● **Supplied information**:
........
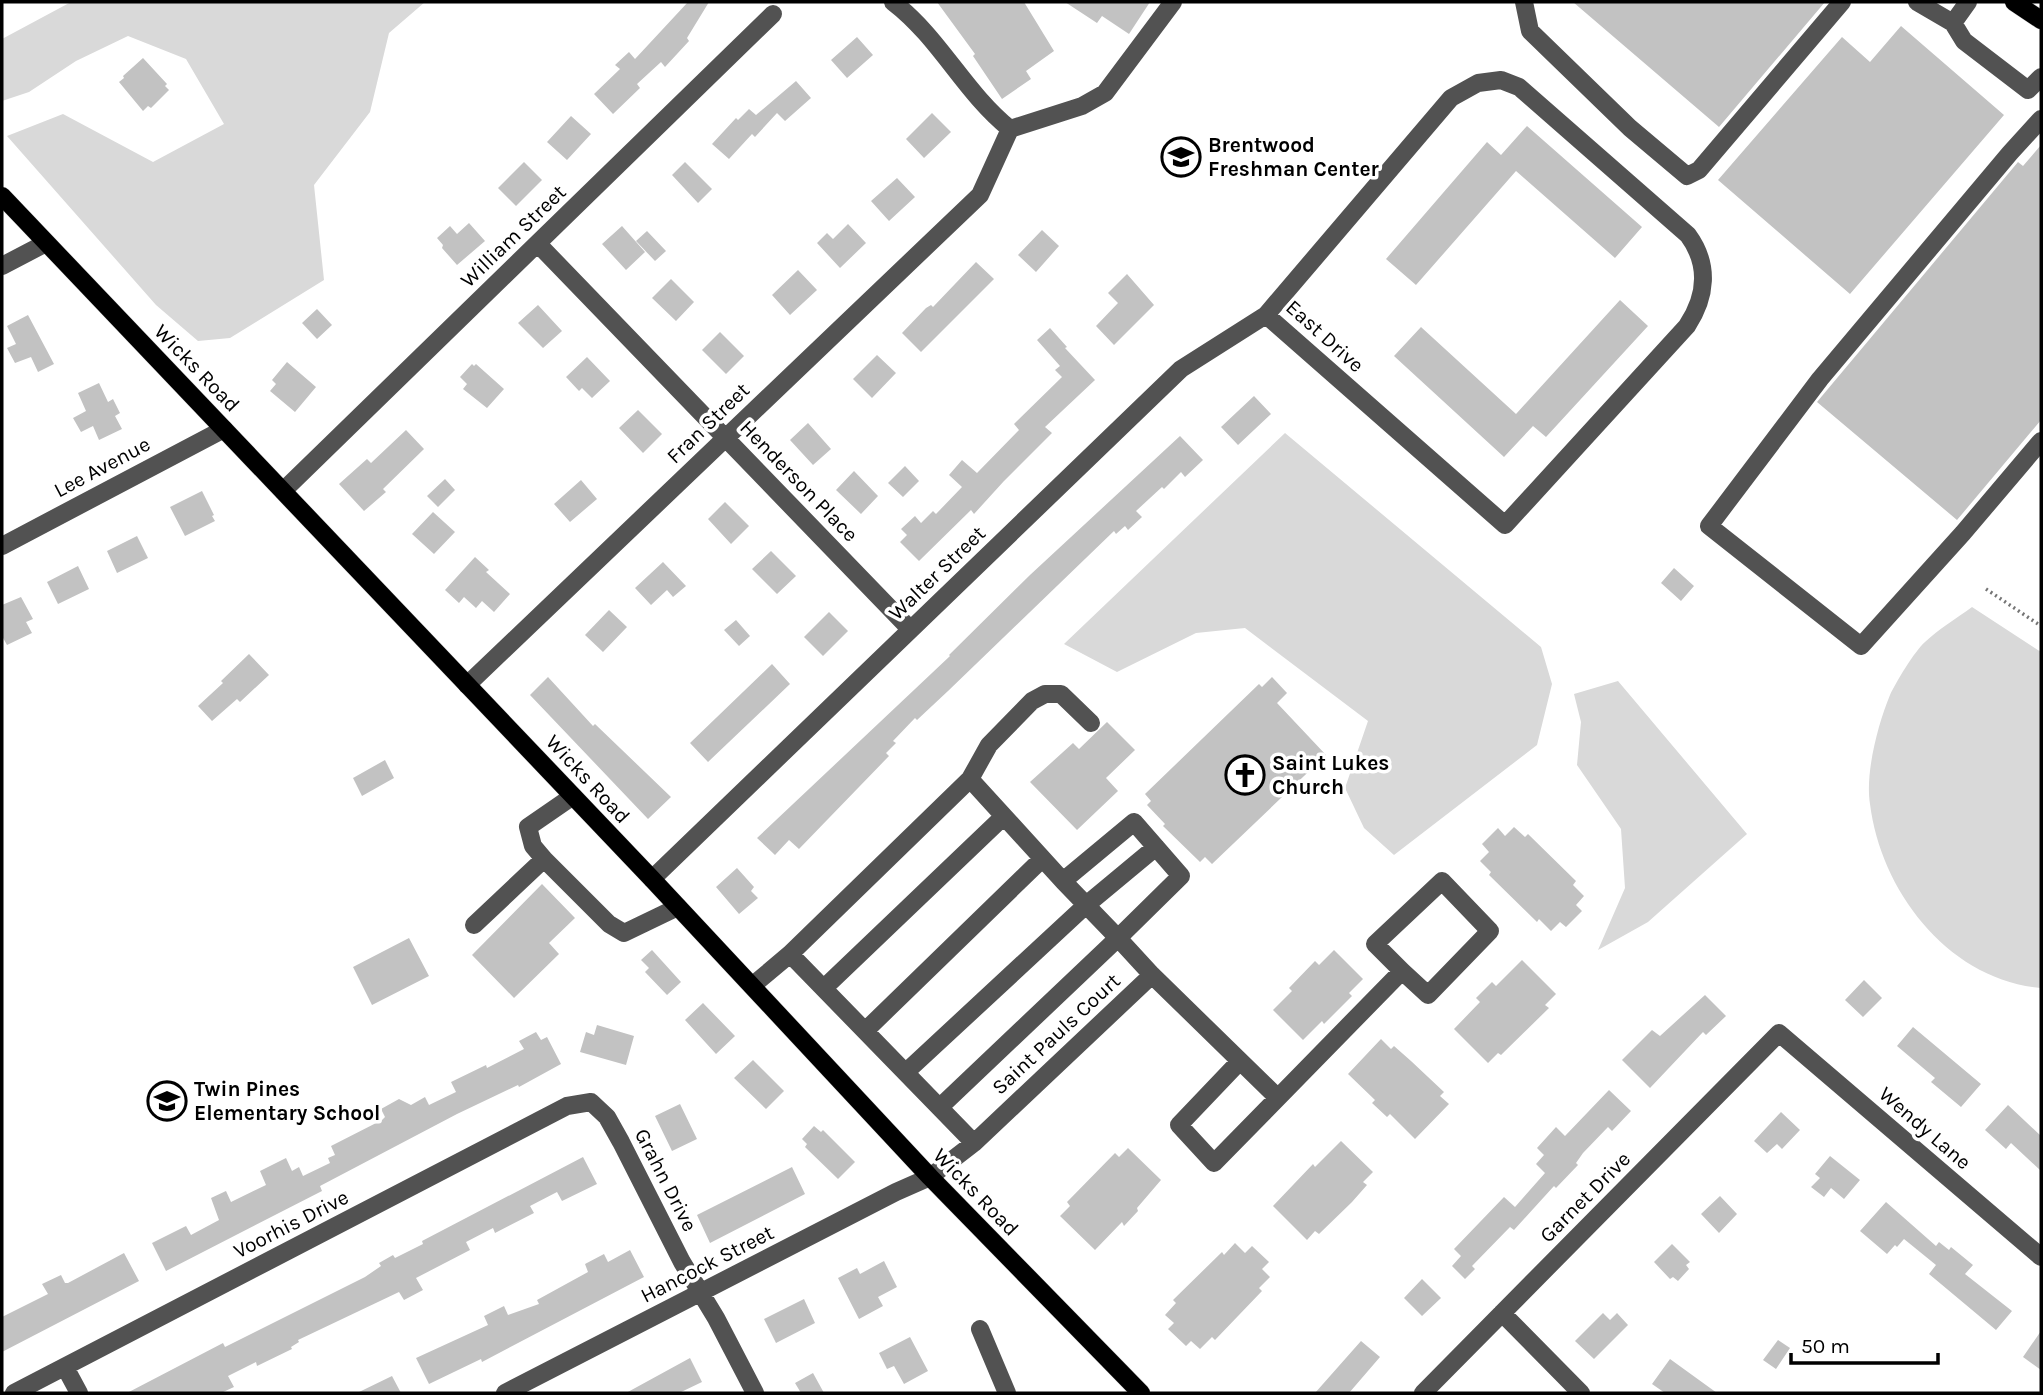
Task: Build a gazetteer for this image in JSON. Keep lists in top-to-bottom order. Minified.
{"streets":{"main road":["Wicks Road"],"street":["William Street","East Drive","Fran Street","Lee Avenue","Henderson Place","Walter Street","Saint Pauls Court","Wendy Lane","Grahn Drive","Garnet Drive","Voorhis Drive","Hancock Street"]},"crossings":[["William Street","Wicks Road"],["William Street","Henderson Place"],["East Drive","Walter Street"],["Wicks Road","Fran Street"],["Wicks Road","Lee Avenue"],["Wicks Road","Walter Street"],["Wicks Road","Saint Pauls Court"],["Wicks Road","Hancock Street"],["Fran Street","Henderson Place"],["Henderson Place","Walter Street"],["Saint Pauls Court","Hancock Street"],["Wendy Lane","Garnet Drive"],["Grahn Drive","Voorhis Drive"],["Grahn Drive","Hancock Street"]],"places":{"school or university":["Brentwood Freshman Center","Twin Pines Elementary School"],"church":["Saint Lukes Church"]},"scale_bar":"50 m"}
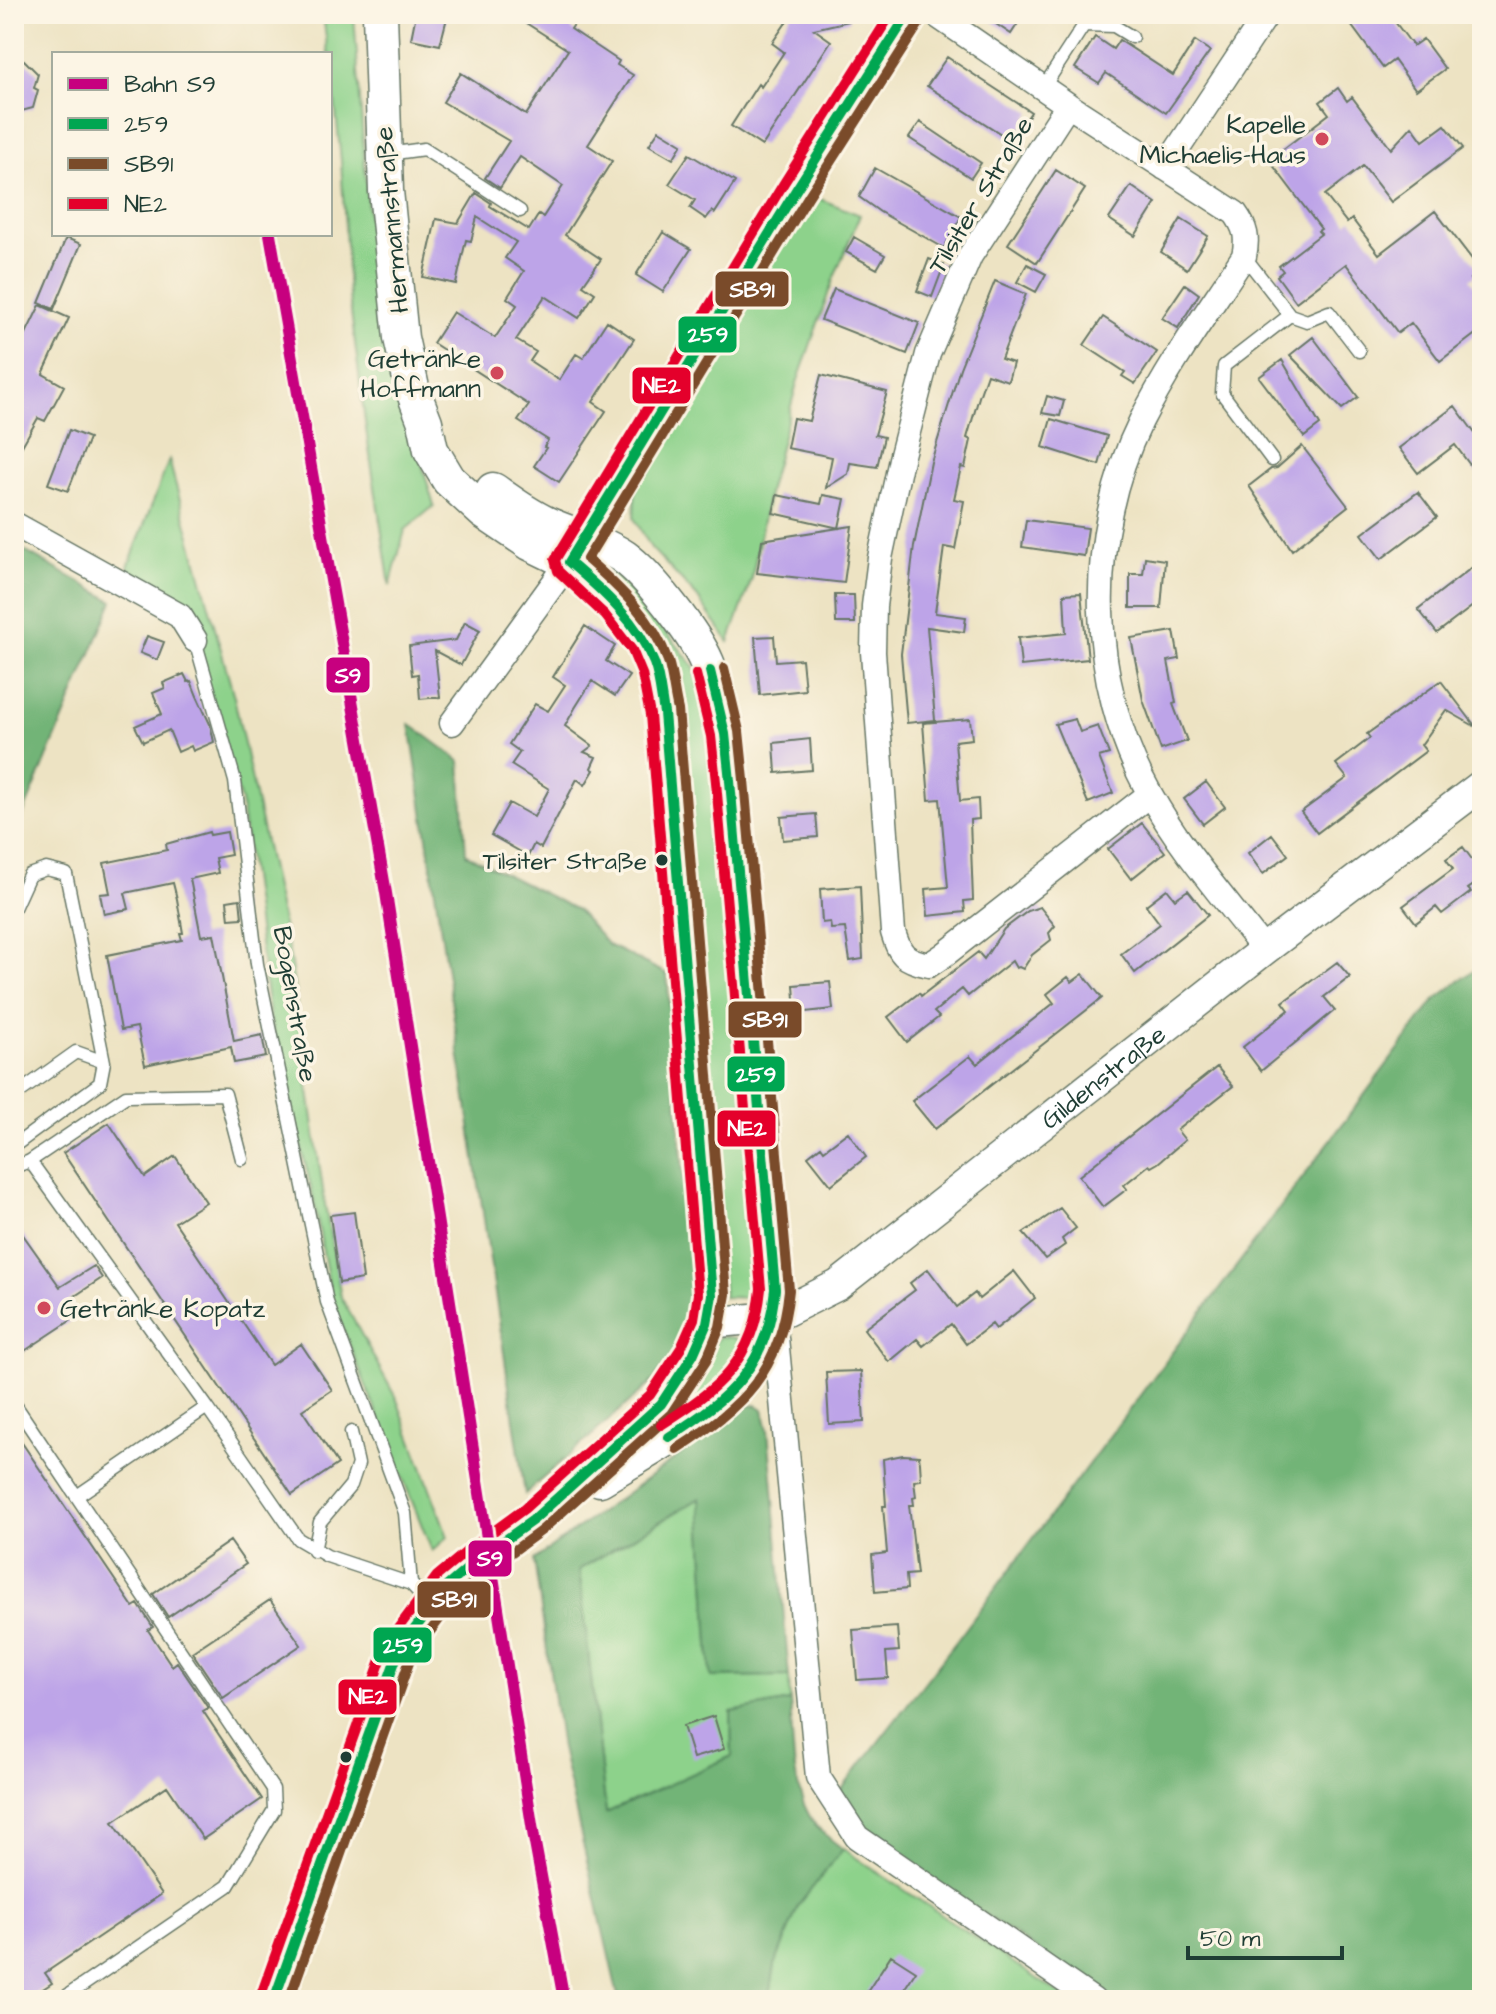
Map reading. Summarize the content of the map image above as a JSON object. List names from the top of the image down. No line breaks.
........
● **Problem to solve**: Whenever a line holds a picture, print that line without the picture. All other data must be output exactly.

● **Response area**:
Task: Build a gazetteer for this image in JSON. Keep lists in top-to-bottom order. Minified.
{"streets":{"main road":["Wicks Road"],"street":["William Street","East Drive","Fran Street","Lee Avenue","Henderson Place","Walter Street","Saint Pauls Court","Wendy Lane","Grahn Drive","Garnet Drive","Voorhis Drive","Hancock Street"]},"crossings":[["William Street","Wicks Road"],["William Street","Henderson Place"],["East Drive","Walter Street"],["Wicks Road","Fran Street"],["Wicks Road","Lee Avenue"],["Wicks Road","Walter Street"],["Wicks Road","Saint Pauls Court"],["Wicks Road","Hancock Street"],["Fran Street","Henderson Place"],["Henderson Place","Walter Street"],["Saint Pauls Court","Hancock Street"],["Wendy Lane","Garnet Drive"],["Grahn Drive","Voorhis Drive"],["Grahn Drive","Hancock Street"]],"places":{"school or university":["Brentwood Freshman Center","Twin Pines Elementary School"],"church":["Saint Lukes Church"]},"scale_bar":"50 m"}
Map reading. Summarize the content of the map image above as a JSON object. List names from the top of the image down. No line breaks.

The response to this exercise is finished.